- [WHAT TO WORK ON]:
Transcribe word for word the lines spanning the line with "Draw a box around" through the end of the records.

[Recorded data]
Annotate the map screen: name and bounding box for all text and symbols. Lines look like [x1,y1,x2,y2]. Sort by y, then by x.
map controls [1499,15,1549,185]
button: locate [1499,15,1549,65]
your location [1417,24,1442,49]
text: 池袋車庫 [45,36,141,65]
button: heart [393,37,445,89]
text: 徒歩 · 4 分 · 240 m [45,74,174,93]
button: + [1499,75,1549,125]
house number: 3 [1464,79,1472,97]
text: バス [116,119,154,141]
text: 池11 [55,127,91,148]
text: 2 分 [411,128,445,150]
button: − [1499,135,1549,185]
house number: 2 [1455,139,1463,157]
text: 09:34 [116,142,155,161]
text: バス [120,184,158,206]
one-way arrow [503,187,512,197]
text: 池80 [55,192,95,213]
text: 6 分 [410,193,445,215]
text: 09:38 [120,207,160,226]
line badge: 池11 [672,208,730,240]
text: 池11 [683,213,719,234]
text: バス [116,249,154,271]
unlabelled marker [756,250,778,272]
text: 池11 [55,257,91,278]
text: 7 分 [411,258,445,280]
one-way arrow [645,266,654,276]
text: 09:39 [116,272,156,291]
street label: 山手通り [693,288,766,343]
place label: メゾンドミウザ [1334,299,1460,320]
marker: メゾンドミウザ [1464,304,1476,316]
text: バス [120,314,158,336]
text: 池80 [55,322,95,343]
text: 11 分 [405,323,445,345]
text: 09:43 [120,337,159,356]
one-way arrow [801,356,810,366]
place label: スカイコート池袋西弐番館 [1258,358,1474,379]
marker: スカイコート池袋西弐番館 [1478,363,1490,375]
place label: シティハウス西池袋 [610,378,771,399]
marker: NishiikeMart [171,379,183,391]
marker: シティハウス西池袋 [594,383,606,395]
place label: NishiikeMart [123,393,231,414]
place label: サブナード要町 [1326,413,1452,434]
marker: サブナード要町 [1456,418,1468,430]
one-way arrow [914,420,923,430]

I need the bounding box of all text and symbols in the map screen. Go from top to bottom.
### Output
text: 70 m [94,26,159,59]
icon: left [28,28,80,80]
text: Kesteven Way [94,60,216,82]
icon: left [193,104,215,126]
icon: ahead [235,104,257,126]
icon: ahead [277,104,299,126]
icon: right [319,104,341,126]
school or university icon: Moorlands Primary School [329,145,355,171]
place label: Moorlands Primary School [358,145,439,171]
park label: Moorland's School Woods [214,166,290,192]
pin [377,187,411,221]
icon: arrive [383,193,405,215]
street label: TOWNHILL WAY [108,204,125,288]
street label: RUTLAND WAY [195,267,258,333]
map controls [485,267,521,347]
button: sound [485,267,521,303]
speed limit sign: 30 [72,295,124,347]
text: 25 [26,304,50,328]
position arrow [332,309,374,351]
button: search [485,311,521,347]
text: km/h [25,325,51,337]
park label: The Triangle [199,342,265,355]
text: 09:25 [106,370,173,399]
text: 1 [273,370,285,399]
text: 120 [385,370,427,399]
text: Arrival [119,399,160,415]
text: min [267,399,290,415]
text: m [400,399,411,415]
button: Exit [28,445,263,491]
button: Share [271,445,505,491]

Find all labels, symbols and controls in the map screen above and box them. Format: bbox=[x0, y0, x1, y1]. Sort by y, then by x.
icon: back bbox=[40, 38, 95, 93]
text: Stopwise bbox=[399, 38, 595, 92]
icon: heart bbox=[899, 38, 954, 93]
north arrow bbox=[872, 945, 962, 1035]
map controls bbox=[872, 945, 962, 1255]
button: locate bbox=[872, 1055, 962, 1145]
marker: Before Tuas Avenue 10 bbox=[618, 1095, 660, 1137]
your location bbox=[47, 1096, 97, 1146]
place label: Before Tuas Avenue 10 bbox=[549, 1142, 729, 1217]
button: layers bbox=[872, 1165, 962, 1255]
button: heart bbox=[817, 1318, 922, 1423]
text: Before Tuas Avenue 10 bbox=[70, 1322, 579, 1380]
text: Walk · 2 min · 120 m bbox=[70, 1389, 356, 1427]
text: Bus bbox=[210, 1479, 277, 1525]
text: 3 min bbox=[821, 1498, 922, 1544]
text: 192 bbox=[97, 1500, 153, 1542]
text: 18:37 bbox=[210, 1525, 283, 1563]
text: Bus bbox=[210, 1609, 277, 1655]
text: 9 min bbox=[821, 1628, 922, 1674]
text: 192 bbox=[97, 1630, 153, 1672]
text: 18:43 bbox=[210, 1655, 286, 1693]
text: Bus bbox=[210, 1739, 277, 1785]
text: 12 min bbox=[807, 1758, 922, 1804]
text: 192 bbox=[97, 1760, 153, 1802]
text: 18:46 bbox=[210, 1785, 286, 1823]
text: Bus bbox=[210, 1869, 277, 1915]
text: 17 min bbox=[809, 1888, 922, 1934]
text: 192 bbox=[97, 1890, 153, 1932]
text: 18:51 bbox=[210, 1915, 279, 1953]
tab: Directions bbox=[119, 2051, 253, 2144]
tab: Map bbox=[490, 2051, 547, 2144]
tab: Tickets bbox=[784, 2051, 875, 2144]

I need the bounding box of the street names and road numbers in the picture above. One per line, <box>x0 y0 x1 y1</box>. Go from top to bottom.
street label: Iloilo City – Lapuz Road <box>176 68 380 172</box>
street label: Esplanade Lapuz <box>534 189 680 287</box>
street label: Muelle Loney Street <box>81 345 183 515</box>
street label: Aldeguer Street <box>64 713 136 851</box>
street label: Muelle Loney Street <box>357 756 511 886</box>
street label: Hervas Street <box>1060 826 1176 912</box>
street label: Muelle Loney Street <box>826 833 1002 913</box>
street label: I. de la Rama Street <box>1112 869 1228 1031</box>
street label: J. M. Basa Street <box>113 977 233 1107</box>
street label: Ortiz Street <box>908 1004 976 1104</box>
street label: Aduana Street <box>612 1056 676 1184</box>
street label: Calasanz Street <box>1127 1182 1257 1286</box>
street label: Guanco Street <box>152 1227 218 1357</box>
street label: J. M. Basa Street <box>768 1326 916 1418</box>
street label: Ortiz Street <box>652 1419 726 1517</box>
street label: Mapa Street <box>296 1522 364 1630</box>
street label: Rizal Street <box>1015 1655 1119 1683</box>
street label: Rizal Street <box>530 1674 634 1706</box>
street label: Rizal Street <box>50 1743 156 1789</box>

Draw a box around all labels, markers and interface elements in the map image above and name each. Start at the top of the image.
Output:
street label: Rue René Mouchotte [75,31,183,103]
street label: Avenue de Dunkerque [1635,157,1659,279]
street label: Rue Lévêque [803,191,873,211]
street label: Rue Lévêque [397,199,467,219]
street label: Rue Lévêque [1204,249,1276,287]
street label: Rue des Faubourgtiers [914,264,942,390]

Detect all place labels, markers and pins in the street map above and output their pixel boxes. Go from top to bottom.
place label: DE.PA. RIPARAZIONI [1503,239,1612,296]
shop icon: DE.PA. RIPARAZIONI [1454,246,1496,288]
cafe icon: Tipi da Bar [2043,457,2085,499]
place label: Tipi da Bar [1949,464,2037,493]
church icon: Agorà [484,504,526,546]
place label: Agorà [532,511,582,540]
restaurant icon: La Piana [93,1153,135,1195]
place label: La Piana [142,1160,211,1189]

- [ANSWER SECTION]:
Draw a box around all labels, markers and interface elements in the map image above and name each. Start at the top of the image.
Output:
street label: Rue René Mouchotte [75,31,183,103]
street label: Avenue de Dunkerque [1635,157,1659,279]
street label: Rue Lévêque [803,191,873,211]
street label: Rue Lévêque [397,199,467,219]
street label: Rue Lévêque [1204,249,1276,287]
street label: Rue des Faubourgtiers [914,264,942,390]

Detect all place labels, markers and pins in the street map above and output their pixel boxes. Go from top to bottom.
place label: DE.PA. RIPARAZIONI [1503,239,1612,296]
shop icon: DE.PA. RIPARAZIONI [1454,246,1496,288]
cafe icon: Tipi da Bar [2043,457,2085,499]
place label: Tipi da Bar [1949,464,2037,493]
church icon: Agorà [484,504,526,546]
place label: Agorà [532,511,582,540]
restaurant icon: La Piana [93,1153,135,1195]
place label: La Piana [142,1160,211,1189]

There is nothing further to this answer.